**Exercise objective**:
The answer must consist of every line from the entries that holds the word "them".

==== Material shown

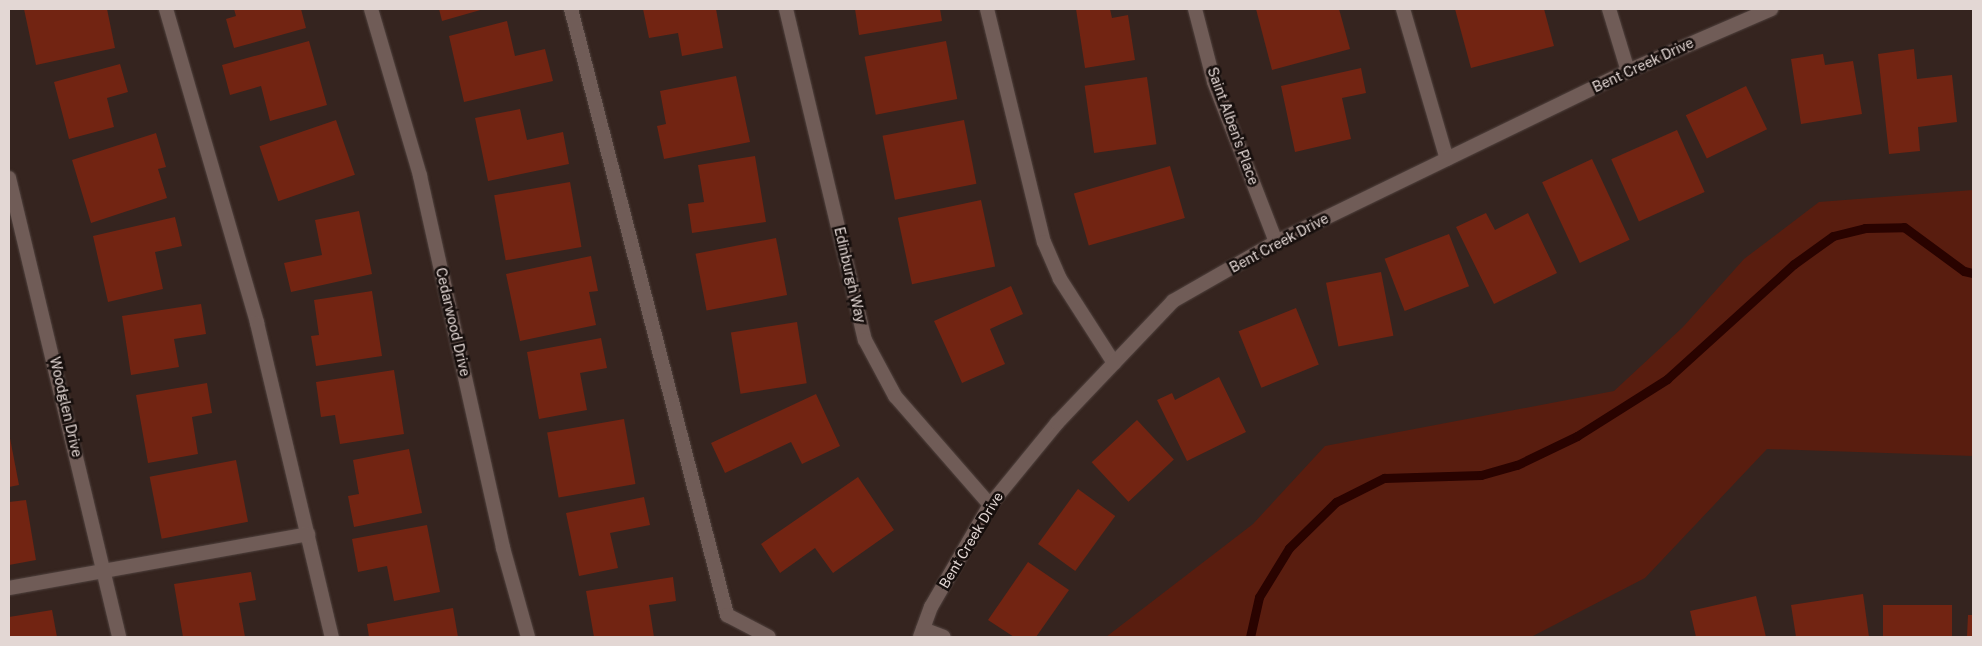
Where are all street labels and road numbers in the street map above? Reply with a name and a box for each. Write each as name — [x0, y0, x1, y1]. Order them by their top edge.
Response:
street label: Bent Creek Drive — [1590, 34, 1696, 96]
street label: Saint Alben's Place — [1204, 65, 1262, 187]
street label: Bent Creek Drive — [1227, 210, 1331, 276]
street label: Edinburgh Way — [831, 225, 869, 325]
street label: Cedarwood Drive — [432, 266, 474, 378]
street label: Woodglen Drive — [46, 355, 86, 459]
street label: Bent Creek Drive — [936, 489, 1006, 591]

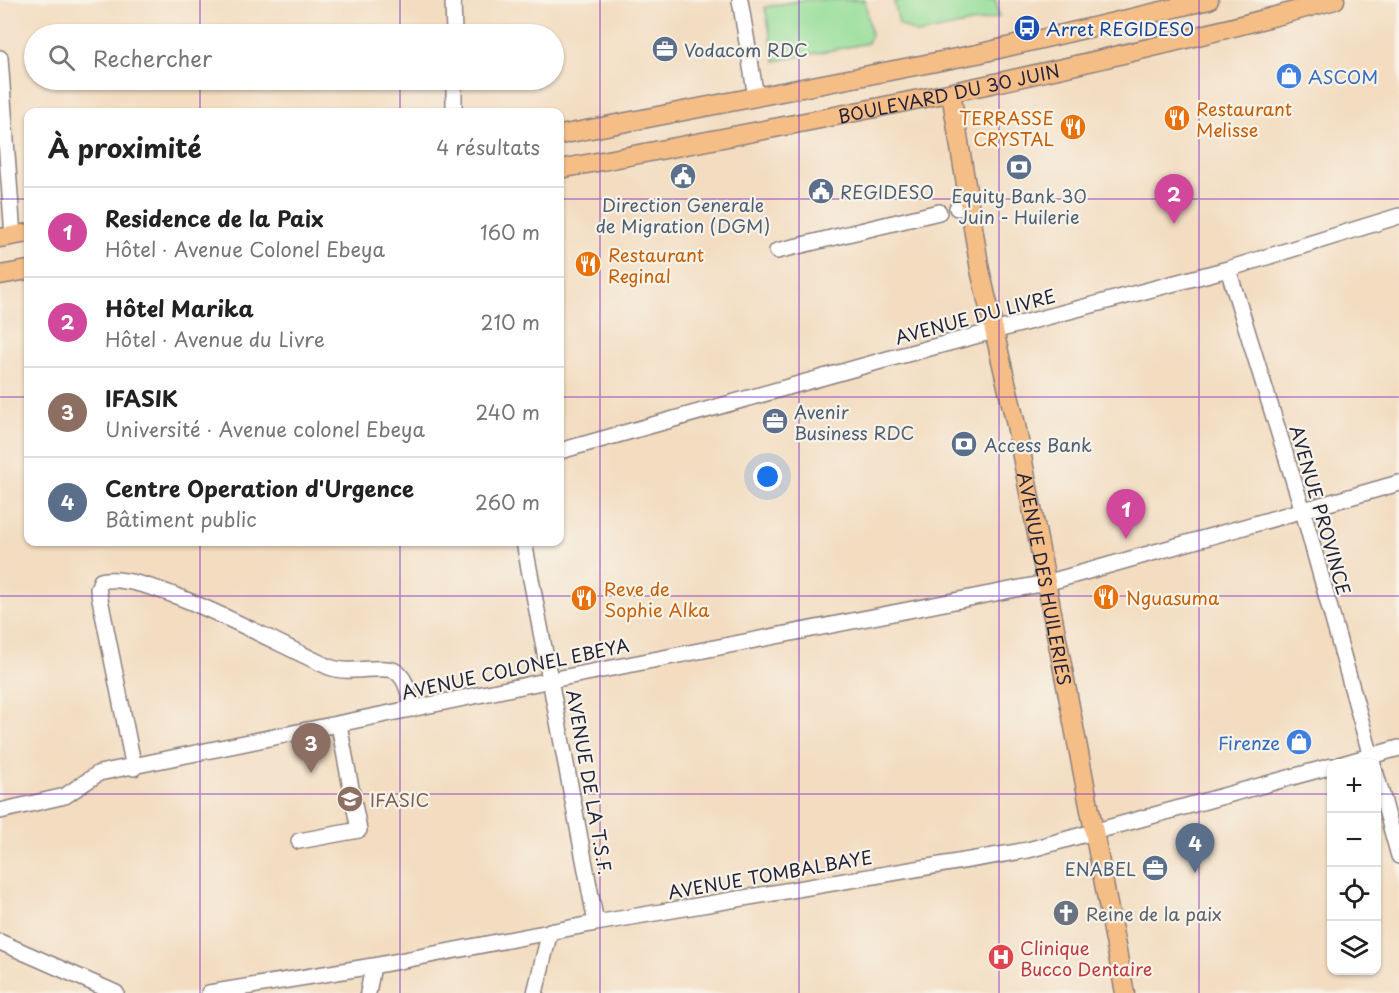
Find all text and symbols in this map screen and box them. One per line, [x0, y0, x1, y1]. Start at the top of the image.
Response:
bus stop icon: Arret REGIDESO [1012, 13, 1042, 43]
place label: Arret REGIDESO [1046, 15, 1194, 42]
search box [24, 24, 564, 90]
office icon: Vodacom RDC [650, 34, 680, 64]
place label: Vodacom RDC [684, 36, 808, 63]
icon: search [45, 41, 78, 74]
text: Rechercher [93, 41, 212, 74]
street label: BOULEVARD DU 30 JUIN [835, 56, 1062, 129]
shop icon: ASCOM [1274, 61, 1304, 91]
place label: ASCOM [1308, 63, 1378, 90]
place label: Restaurant Melisse [1196, 95, 1292, 143]
restaurant icon: Restaurant Melisse [1162, 103, 1192, 133]
place label: TERRASSE CRYSTAL [959, 104, 1054, 152]
restaurant icon: TERRASSE CRYSTAL [1058, 112, 1088, 142]
text: À proximité [48, 128, 202, 167]
text: 4 résultats [436, 132, 540, 162]
bank icon: Equity Bank 30 Juin - Huilerie [1004, 152, 1034, 182]
public building icon: Direction Generale de Migration (DGM) [668, 161, 698, 191]
pin: 2 [1154, 174, 1194, 224]
public building icon: REGIDESO [806, 176, 836, 206]
place label: REGIDESO [840, 178, 934, 205]
place label: Equity Bank 30 Juin - Huilerie [951, 182, 1087, 230]
place label: Direction Generale de Migration (DGM) [596, 191, 770, 239]
text: Residence de la Paix [105, 201, 324, 234]
text: 1 [63, 217, 72, 247]
text: 160 m [480, 217, 540, 247]
text: Hôtel · Avenue Colonel Ebeya [105, 234, 385, 264]
place label: Restaurant Reginal [608, 241, 704, 289]
restaurant icon: Restaurant Reginal [573, 249, 603, 279]
street label: AVENUE DU LIVRE [892, 282, 1058, 350]
text: Hôtel Marika [105, 291, 254, 324]
text: 2 [60, 307, 75, 337]
text: 210 m [481, 307, 540, 337]
text: Hôtel · Avenue du Livre [105, 324, 325, 354]
text: IFASIK [105, 381, 178, 414]
text: 3 [61, 397, 74, 427]
text: 240 m [475, 397, 540, 427]
place label: Avenir Business RDC [794, 398, 915, 446]
office icon: Avenir Business RDC [760, 406, 790, 436]
text: Université · Avenue colonel Ebeya [105, 414, 425, 444]
street label: AVENUE PROVINCE [1284, 422, 1358, 598]
bank icon: Access Bank [949, 429, 979, 459]
place label: Access Bank [984, 431, 1092, 458]
your location [753, 462, 782, 491]
street label: AVENUE DES HUILERIES [1012, 470, 1079, 688]
text: Centre Operation d'Urgence [105, 471, 414, 504]
text: 4 [61, 487, 74, 517]
text: 260 m [475, 487, 540, 517]
pin: 1 [1106, 490, 1146, 539]
text: Bâtiment public [105, 504, 257, 534]
place label: Reve de Sophie Alka [604, 575, 710, 623]
restaurant icon: Nguasuma [1091, 582, 1121, 612]
restaurant icon: Reve de Sophie Alka [569, 583, 599, 613]
place label: Nguasuma [1126, 584, 1220, 611]
street label: AVENUE COLONEL EBEYA [399, 631, 631, 705]
street label: AVENUE DE LA T.S.F. [560, 687, 620, 877]
pin: 3 [292, 724, 330, 773]
shop icon: Firenze [1284, 727, 1314, 757]
place label: Firenze [1218, 729, 1280, 756]
map controls [1327, 759, 1381, 975]
button: + [1327, 759, 1381, 813]
school or university icon: IFASIC [335, 784, 365, 814]
place label: IFASIC [370, 786, 429, 813]
button: − [1327, 813, 1381, 867]
pin: 4 [1176, 824, 1214, 873]
street label: AVENUE TOMBALBAYE [666, 843, 874, 905]
office icon: ENABEL [1140, 853, 1170, 883]
place label: ENABEL [1065, 855, 1136, 882]
button: locate [1327, 867, 1381, 921]
church icon: Reine de la paix [1051, 898, 1081, 928]
place label: Reine de la paix [1086, 900, 1222, 927]
button: layers [1327, 921, 1381, 975]
place label: Clinique Bucco Dentaire [1020, 934, 1152, 982]
hospital icon: Clinique Bucco Dentaire [986, 942, 1016, 972]

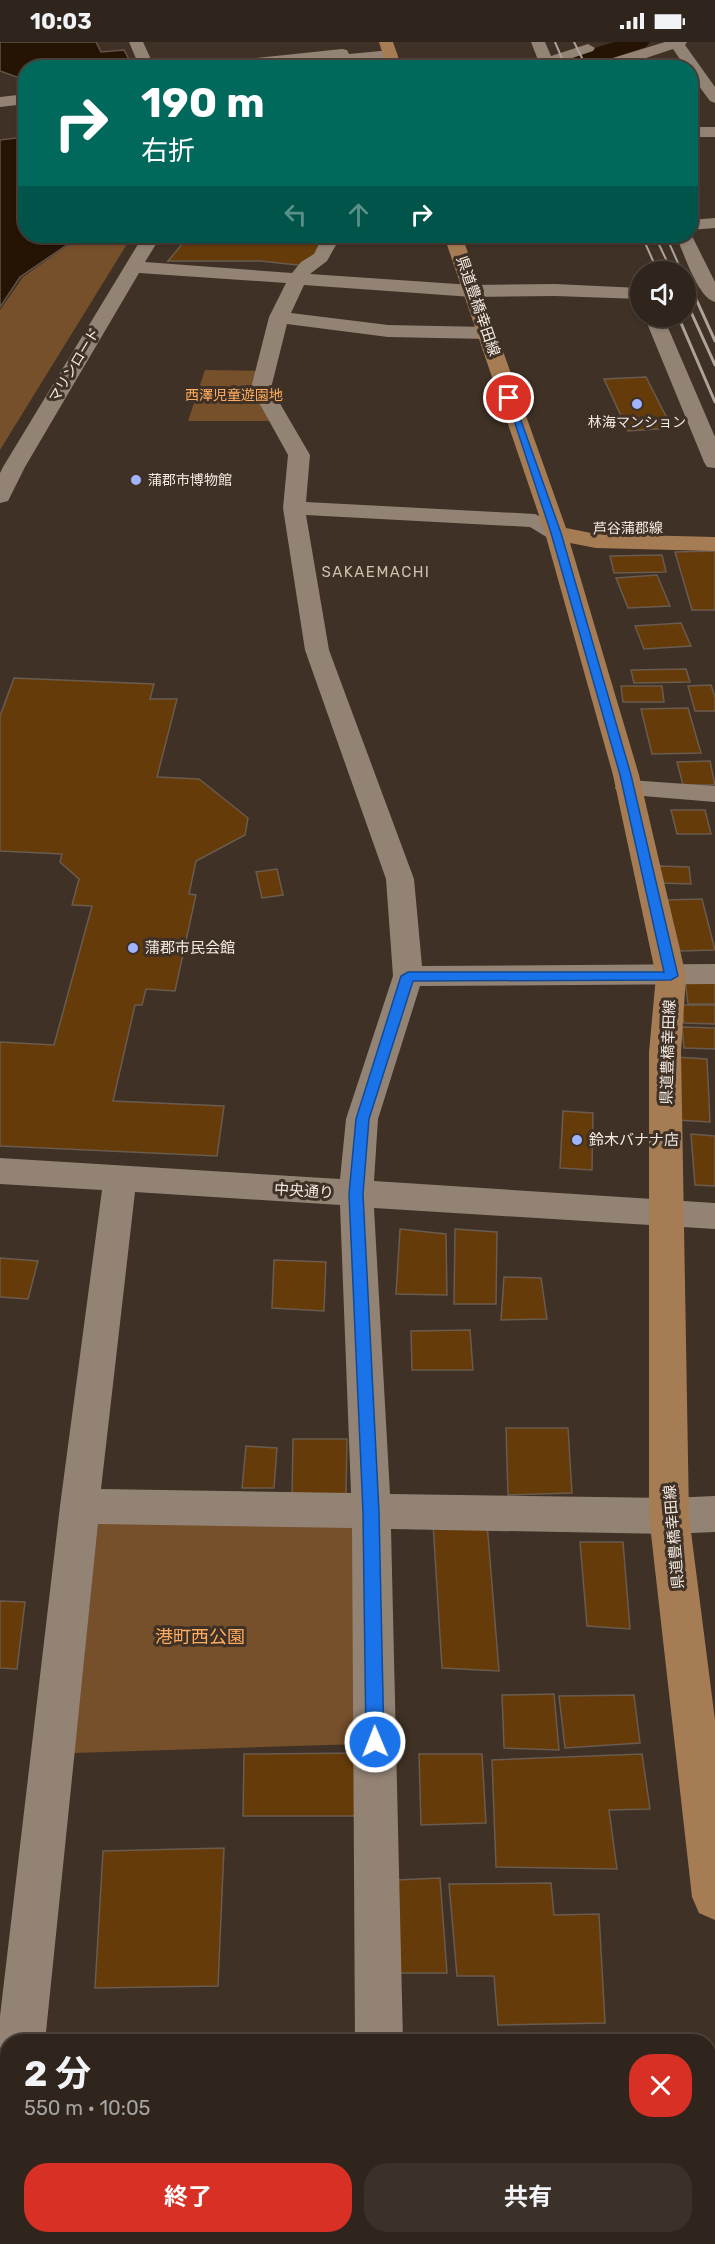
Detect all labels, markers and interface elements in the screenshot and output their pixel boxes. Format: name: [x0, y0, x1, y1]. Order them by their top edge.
text: 10:03: [30, 8, 92, 35]
text: 190 m: [141, 78, 265, 128]
icon: right: [42, 84, 120, 162]
text: 右折: [141, 135, 195, 167]
icon: left: [279, 198, 312, 231]
icon: ahead: [342, 198, 375, 231]
icon: right: [405, 198, 438, 231]
street label: 県道豊橋幸田線: [452, 253, 504, 359]
map controls: [630, 261, 696, 327]
button: sound: [630, 261, 696, 327]
street label: マリンロード: [46, 325, 103, 406]
pin: [483, 372, 534, 423]
icon: arrive: [492, 381, 525, 414]
park label: 西澤児童遊園地: [185, 387, 283, 404]
marker: 林海マンション: [630, 397, 644, 411]
place label: 林海マンション: [588, 414, 686, 431]
place label: 蒲郡市博物館: [148, 472, 232, 489]
marker: 蒲郡市博物館: [129, 473, 143, 487]
street label: 芦谷蒲郡線: [593, 519, 663, 538]
district label: SAKAEMACHI: [322, 563, 430, 581]
place label: 蒲郡市民会館: [145, 939, 235, 957]
marker: 蒲郡市民会館: [126, 941, 140, 955]
street label: 県道豊橋幸田線: [657, 999, 679, 1105]
place label: 鈴木バナナ店: [589, 1131, 679, 1149]
marker: 鈴木バナナ店: [570, 1133, 584, 1147]
street label: 中央通り: [273, 1180, 335, 1202]
street label: 県道豊橋幸田線: [660, 1484, 688, 1590]
park label: 港町西公園: [155, 1626, 245, 1648]
position arrow: [343, 1710, 407, 1774]
text: 2 分: [24, 2052, 91, 2095]
button: close: [629, 2054, 692, 2117]
text: 550 m · 10:05: [24, 2096, 151, 2120]
button: 終了: [24, 2163, 352, 2232]
button: 共有: [364, 2163, 692, 2232]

========

**Solved problem**:
Where are all street labels and road numbers in the street map above? Reply with a name and a box for each. Write each as name — [x0, y0, x1, y1]. Order them by their top edge.
Find all text and symbols in this map screen and box them. One per line, [x0, y0, x1, y1]. Start at the top of the image.
Detect all labels, markers and interface elements in the screenshot and output their pixel boxes. Format: name: [x0, y0, x1, y1]. Order them by their top edge.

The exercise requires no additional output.